**Task instructions**
Using the listing below, print the line that contains "Read the screenshot" and each line after it, exactly as shown, through the final one.

((

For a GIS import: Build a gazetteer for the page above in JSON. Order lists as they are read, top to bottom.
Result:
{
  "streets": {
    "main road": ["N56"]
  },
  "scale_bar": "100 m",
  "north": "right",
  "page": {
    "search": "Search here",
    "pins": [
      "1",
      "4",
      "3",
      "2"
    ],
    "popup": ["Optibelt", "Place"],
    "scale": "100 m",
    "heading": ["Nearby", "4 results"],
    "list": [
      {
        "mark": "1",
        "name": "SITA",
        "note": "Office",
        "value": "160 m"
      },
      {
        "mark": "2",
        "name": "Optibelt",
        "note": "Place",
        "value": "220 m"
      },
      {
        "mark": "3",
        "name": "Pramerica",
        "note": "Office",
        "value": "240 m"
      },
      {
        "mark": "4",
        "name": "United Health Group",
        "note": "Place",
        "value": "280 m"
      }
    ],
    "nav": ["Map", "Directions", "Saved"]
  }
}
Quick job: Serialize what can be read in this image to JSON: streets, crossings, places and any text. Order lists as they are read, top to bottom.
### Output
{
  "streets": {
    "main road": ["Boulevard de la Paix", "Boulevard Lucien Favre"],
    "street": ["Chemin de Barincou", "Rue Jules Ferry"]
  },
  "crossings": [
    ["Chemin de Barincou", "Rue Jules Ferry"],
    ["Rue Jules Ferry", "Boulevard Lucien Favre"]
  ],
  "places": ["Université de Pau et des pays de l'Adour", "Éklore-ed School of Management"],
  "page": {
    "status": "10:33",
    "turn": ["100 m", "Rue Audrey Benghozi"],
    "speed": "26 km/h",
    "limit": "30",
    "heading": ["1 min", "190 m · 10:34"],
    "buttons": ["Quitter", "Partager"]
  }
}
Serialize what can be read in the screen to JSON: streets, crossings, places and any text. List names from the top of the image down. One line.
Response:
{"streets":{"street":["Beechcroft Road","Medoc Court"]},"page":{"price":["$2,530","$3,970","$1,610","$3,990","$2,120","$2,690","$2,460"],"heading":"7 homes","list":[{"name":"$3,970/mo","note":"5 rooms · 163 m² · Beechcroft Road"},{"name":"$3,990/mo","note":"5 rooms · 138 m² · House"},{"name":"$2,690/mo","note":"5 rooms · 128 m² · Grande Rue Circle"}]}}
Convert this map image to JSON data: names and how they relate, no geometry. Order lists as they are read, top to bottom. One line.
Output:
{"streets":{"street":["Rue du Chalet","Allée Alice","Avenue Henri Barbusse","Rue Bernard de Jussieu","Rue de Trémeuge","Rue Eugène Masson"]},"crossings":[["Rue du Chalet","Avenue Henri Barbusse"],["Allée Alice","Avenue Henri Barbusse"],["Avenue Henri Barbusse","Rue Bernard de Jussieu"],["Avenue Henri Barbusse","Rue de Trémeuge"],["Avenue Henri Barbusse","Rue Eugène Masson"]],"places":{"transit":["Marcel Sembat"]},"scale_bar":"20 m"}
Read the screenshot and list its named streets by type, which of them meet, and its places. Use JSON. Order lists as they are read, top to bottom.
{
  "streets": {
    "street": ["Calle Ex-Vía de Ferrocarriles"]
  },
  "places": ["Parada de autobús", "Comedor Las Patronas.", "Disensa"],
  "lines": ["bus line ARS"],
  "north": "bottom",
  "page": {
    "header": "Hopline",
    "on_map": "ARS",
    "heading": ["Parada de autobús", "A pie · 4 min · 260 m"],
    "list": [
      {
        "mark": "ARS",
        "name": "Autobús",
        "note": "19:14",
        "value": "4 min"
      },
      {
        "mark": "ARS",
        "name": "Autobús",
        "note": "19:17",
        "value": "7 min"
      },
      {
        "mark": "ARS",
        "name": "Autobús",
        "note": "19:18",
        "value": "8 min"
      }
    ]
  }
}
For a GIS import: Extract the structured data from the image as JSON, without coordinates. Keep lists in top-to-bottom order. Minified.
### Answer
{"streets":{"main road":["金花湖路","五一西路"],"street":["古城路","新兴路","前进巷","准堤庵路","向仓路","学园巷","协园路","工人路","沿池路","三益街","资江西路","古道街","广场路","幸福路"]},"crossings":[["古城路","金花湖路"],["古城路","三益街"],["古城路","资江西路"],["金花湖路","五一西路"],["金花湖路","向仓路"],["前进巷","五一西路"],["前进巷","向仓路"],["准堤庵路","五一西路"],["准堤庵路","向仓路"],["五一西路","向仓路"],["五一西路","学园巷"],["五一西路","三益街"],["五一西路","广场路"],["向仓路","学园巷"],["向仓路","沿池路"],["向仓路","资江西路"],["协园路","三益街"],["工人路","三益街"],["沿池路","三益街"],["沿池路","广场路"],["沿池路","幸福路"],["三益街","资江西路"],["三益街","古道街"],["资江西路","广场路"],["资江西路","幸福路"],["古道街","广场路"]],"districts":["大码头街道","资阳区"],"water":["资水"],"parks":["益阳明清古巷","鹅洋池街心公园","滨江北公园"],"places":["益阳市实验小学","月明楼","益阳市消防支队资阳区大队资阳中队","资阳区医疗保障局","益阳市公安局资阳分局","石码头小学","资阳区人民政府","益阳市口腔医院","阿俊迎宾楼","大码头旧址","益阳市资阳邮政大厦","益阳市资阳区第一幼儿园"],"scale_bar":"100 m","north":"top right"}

))

**Task response**
Read the screenshot and list its named streets by type, which of them meet, and its places. Use JSON. Order lists as they are read, top to bottom.
{
  "streets": {
    "street": ["Calle Ex-Vía de Ferrocarriles"]
  },
  "places": ["Parada de autobús", "Comedor Las Patronas.", "Disensa"],
  "lines": ["bus line ARS"],
  "north": "bottom",
  "page": {
    "header": "Hopline",
    "on_map": "ARS",
    "heading": ["Parada de autobús", "A pie · 4 min · 260 m"],
    "list": [
      {
        "mark": "ARS",
        "name": "Autobús",
        "note": "19:14",
        "value": "4 min"
      },
      {
        "mark": "ARS",
        "name": "Autobús",
        "note": "19:17",
        "value": "7 min"
      },
      {
        "mark": "ARS",
        "name": "Autobús",
        "note": "19:18",
        "value": "8 min"
      }
    ]
  }
}
For a GIS import: Extract the structured data from the image as JSON, without coordinates. Keep lists in top-to-bottom order. Minified.
### Answer
{"streets":{"main road":["金花湖路","五一西路"],"street":["古城路","新兴路","前进巷","准堤庵路","向仓路","学园巷","协园路","工人路","沿池路","三益街","资江西路","古道街","广场路","幸福路"]},"crossings":[["古城路","金花湖路"],["古城路","三益街"],["古城路","资江西路"],["金花湖路","五一西路"],["金花湖路","向仓路"],["前进巷","五一西路"],["前进巷","向仓路"],["准堤庵路","五一西路"],["准堤庵路","向仓路"],["五一西路","向仓路"],["五一西路","学园巷"],["五一西路","三益街"],["五一西路","广场路"],["向仓路","学园巷"],["向仓路","沿池路"],["向仓路","资江西路"],["协园路","三益街"],["工人路","三益街"],["沿池路","三益街"],["沿池路","广场路"],["沿池路","幸福路"],["三益街","资江西路"],["三益街","古道街"],["资江西路","广场路"],["资江西路","幸福路"],["古道街","广场路"]],"districts":["大码头街道","资阳区"],"water":["资水"],"parks":["益阳明清古巷","鹅洋池街心公园","滨江北公园"],"places":["益阳市实验小学","月明楼","益阳市消防支队资阳区大队资阳中队","资阳区医疗保障局","益阳市公安局资阳分局","石码头小学","资阳区人民政府","益阳市口腔医院","阿俊迎宾楼","大码头旧址","益阳市资阳邮政大厦","益阳市资阳区第一幼儿园"],"scale_bar":"100 m","north":"top right"}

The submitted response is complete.